Students use low-cost multispectral imaging system to uncover hidden texts

Museum studies majors incorporate imaging science to present and demonstrate system

Photo provided by Juilee Decker

RIT student Kyra Schultz had the opportunity to talk about the MISHA imaging project at conferences across the country.

“Growing up, I always wanted to do something with my life that incorporated both the liberal arts and STEM,” said Izzy Moyer, a third-year museum studies student from Rochester, N.Y. After taking the course Cultural Heritage Imaging with David Messinger, a professor in the Chester F. Carlson Center for Imaging Science, Moyer remembers thinking, “This is it. This is something I want to do with my life. I want to do imaging science.”

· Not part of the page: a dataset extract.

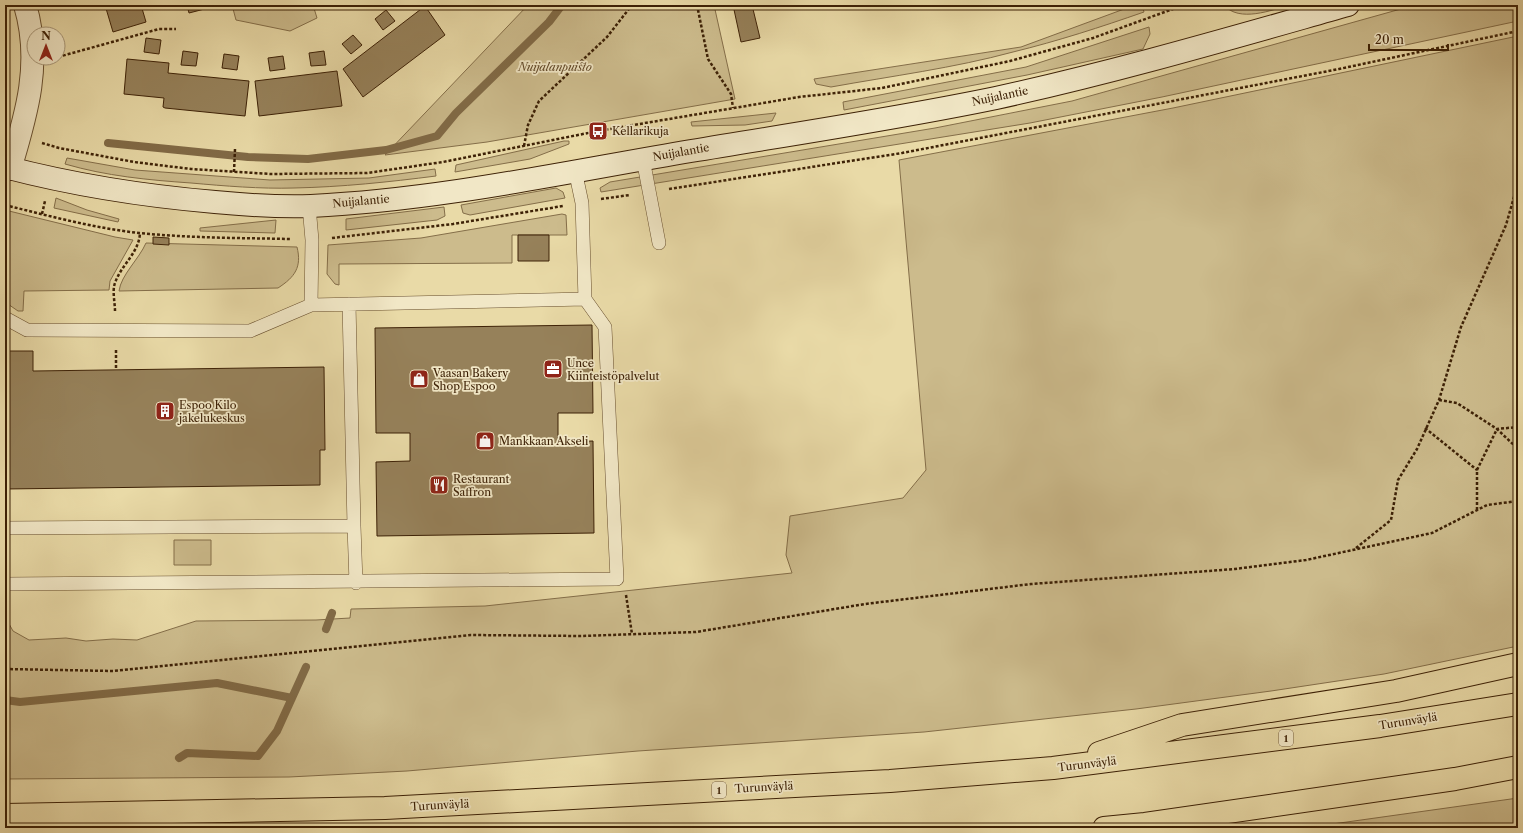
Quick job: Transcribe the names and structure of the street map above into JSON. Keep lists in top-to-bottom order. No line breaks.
{"streets":{"highway":["Turunväylä","1"],"main road":["Nuijalantie"]},"parks":["Nuijalanpuisto"],"places":{"bus stop":["Kellarikuja"],"office":["Unce Kiinteistöpalvelut"],"shop":["Vaasan Bakery Shop Espoo","Mankkaan Akseli"],"building":["Espoo Kilo jakelukeskus"],"restaurant":["Restaurant Saffron"]},"scale_bar":"20 m","north":"top"}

Moyer earned an internship working with other RIT students on MISHA, the Multispectral Imaging System for Historical Artifacts. This system was created with funding from the National Endowment for the Humanities (NEH). Throughout her internship, Moyer has presented about MISHA to researchers, museum professionals, and the public in the Netherlands, at Princeton University, at the Michigan State University Science Festival, and, most recently, at Imagine RIT

The system includes 16 LEDs to illuminate objects using different wavelengths of light, including two in the ultraviolet spectrum and two in the infrared spectrum. After the system takes a photograph of the object at each of these different wavelengths, users can stack and manipulate these images to see the object in new ways. This process allows users to discover palimpsests, documents from which original writing has been removed or written over, and other hidden markings or text.

“One of our biggest developments has been recovery of text on thermal paper, which is similar to receipt paper,” Moyer said. “It was used all the time for communications in the 20th century, but the text fades fast. With MISHA, we’ve been able to recover this text.”

Moyer and Kyra Schultz, a third-year museum studies student from Winchester, Va., who has also been working on the four-student MISHA team funded by the NEH, explained that multispectral imaging systems typically cost more than $100,000, but MISHA only costs around $7,000. The lower price point makes MISHA far more accessible to many museums, libraries, and archives. Plus, the system is relatively quick and easy to set up.

Each student on the MISHA team had a slightly different role, though they are all skilled in using the system. Moyer’s role included work with color science Ph.D. student Leah Humenuck to identify the sets of wavelengths that will work best to image different materials in order to make the process of discovering hidden marks on objects easier and faster. 

Schultz focused on integrating finalized images from the system into websites, exhibits, and other tools for museums to display to the public. Presenting at events became one of her favorite parts of the internship. They showed live demonstrations of imaging objects using MISHA and answered questions.

“It was heaven on Earth for a nerdy museum person. It was such a great experience,” Schultz said as she reflected on the weeklong conference at Princeton. “We were surrounded by the people that we all aspire to be professionally and academically, and to have conversations with them and do that network building was an opportunity that you don’t get every day.”